The American Speed Shop

Birth and Evolution of Hot Rodding

by Bob McClurg

 

 

The American Speed Shop captures the flavor of the times as it relates highlights of the Birth and Evolution of Hot Rodding and profiles a number of the at-one-time more ubiquitous American speed shops.

It is most generously illustrated with just shy of 400 images. However, in order to cram all of them onto the allotted number of pages in addition to author Bob McClurg’s words, many are printed smallish.
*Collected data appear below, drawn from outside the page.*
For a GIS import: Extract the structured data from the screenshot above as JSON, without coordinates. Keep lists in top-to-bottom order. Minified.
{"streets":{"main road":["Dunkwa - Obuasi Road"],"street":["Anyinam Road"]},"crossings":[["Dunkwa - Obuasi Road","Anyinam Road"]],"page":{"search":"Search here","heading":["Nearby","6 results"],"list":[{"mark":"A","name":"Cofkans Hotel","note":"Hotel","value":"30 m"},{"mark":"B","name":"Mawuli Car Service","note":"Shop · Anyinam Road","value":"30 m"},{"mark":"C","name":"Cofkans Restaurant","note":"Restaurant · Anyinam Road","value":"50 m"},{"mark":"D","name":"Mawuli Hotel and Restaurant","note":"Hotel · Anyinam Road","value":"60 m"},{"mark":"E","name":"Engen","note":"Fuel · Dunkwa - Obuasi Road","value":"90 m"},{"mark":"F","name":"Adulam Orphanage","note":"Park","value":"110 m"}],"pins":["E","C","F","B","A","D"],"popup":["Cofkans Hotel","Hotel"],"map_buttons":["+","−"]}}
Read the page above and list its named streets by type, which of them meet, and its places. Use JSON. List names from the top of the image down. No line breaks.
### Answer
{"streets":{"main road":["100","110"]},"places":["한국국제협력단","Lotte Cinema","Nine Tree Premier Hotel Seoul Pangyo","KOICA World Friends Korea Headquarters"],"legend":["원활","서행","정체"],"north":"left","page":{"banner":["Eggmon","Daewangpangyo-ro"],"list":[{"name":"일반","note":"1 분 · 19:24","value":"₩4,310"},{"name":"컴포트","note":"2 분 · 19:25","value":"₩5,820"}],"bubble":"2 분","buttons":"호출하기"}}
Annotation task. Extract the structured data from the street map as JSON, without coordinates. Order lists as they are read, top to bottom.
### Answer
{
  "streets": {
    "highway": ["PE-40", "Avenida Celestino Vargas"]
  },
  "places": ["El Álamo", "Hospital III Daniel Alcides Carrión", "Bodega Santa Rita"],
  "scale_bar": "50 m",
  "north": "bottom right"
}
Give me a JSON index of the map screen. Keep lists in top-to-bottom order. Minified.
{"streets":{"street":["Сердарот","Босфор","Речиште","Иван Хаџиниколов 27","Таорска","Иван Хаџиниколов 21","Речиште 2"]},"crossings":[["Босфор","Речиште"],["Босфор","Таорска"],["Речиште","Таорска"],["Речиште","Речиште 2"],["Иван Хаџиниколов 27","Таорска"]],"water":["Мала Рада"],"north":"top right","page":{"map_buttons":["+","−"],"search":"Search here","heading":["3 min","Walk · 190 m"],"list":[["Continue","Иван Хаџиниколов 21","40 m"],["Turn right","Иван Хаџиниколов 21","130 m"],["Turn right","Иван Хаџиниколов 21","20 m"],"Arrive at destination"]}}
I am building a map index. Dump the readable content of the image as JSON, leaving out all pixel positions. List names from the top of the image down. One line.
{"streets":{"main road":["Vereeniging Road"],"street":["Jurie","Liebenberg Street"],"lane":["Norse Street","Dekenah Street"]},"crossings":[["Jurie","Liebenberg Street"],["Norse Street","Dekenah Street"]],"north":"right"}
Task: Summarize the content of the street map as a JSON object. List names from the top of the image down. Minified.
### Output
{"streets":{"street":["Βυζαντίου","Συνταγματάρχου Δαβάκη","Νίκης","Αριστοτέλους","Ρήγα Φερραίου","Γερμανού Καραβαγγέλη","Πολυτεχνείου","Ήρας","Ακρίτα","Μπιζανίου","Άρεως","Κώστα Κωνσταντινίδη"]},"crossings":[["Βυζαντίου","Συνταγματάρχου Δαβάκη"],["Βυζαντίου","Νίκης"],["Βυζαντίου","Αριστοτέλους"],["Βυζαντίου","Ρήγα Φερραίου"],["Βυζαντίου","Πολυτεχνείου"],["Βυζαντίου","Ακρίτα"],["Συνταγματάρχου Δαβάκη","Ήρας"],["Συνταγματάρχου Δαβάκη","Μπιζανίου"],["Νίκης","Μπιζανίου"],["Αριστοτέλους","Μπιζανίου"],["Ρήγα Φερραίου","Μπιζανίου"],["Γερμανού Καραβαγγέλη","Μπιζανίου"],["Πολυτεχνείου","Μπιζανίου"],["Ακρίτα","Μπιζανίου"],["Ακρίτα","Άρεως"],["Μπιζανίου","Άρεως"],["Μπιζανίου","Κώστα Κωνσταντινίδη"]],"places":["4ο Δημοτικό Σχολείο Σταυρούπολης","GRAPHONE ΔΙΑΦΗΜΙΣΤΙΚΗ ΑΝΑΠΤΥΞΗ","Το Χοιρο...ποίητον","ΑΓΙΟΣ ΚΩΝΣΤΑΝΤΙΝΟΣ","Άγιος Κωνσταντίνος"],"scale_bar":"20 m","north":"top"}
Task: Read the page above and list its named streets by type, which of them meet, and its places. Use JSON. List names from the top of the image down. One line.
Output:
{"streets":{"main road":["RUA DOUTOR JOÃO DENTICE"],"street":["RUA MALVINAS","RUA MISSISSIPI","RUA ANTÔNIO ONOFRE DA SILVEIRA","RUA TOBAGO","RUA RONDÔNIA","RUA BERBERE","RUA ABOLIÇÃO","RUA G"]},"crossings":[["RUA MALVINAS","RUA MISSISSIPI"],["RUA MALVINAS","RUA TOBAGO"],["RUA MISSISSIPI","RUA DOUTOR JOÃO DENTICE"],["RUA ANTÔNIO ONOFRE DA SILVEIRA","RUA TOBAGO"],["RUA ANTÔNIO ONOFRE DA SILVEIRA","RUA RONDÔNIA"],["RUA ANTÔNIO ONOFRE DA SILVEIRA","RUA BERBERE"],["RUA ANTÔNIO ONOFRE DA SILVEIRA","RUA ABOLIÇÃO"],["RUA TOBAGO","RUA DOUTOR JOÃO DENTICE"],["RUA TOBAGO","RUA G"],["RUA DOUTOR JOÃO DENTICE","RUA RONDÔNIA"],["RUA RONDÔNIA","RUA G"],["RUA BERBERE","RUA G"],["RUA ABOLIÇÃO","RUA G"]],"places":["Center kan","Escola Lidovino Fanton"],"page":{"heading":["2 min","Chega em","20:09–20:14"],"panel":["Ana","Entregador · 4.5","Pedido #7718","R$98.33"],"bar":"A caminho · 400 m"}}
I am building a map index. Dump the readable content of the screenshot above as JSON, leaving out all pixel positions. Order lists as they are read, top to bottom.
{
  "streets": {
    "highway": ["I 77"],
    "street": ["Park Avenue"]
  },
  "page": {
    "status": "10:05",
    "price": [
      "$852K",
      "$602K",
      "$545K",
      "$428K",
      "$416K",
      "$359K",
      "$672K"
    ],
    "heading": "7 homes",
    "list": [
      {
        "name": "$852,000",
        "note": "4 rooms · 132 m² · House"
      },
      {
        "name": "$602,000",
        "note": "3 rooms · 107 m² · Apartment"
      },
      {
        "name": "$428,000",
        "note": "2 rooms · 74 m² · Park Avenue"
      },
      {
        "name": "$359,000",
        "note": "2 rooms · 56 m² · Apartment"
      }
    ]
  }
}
Hence the reason behind showing you this wonderful composite of images put together by publisher CarTech to make up the book’s endpapers (below).

The cover features none other than the legendary Lincoln, Nebraska “Speedy” Bill Smith’s Speedway Motors. Though both Bill and his business and life’s partner, wife Joyce, passed in 2014, they had established well before their magnificent Museum of American Speed that is situated across the parking lot from their very much alive and thriving Speedway Motors speed shop headquarters and warehouse. Today, their four sons continue to conduct the business and “guide the destiny of the 68-year-old, mail-order, speed-equipment powerhouse” and also the 150,000 square foot Museum of American Speed.  

The Specialty Equipment Market Association, better known by its acronym SEMA, is covered followed by a chapter called “Mass Marketing” which includes a place in Chattanooga, Tennessee called Honest Charley. Originally established in 1948 by Charley Card, today it is under the guiding hand of owner Corky Coker who also owns the Coker Tire Company. 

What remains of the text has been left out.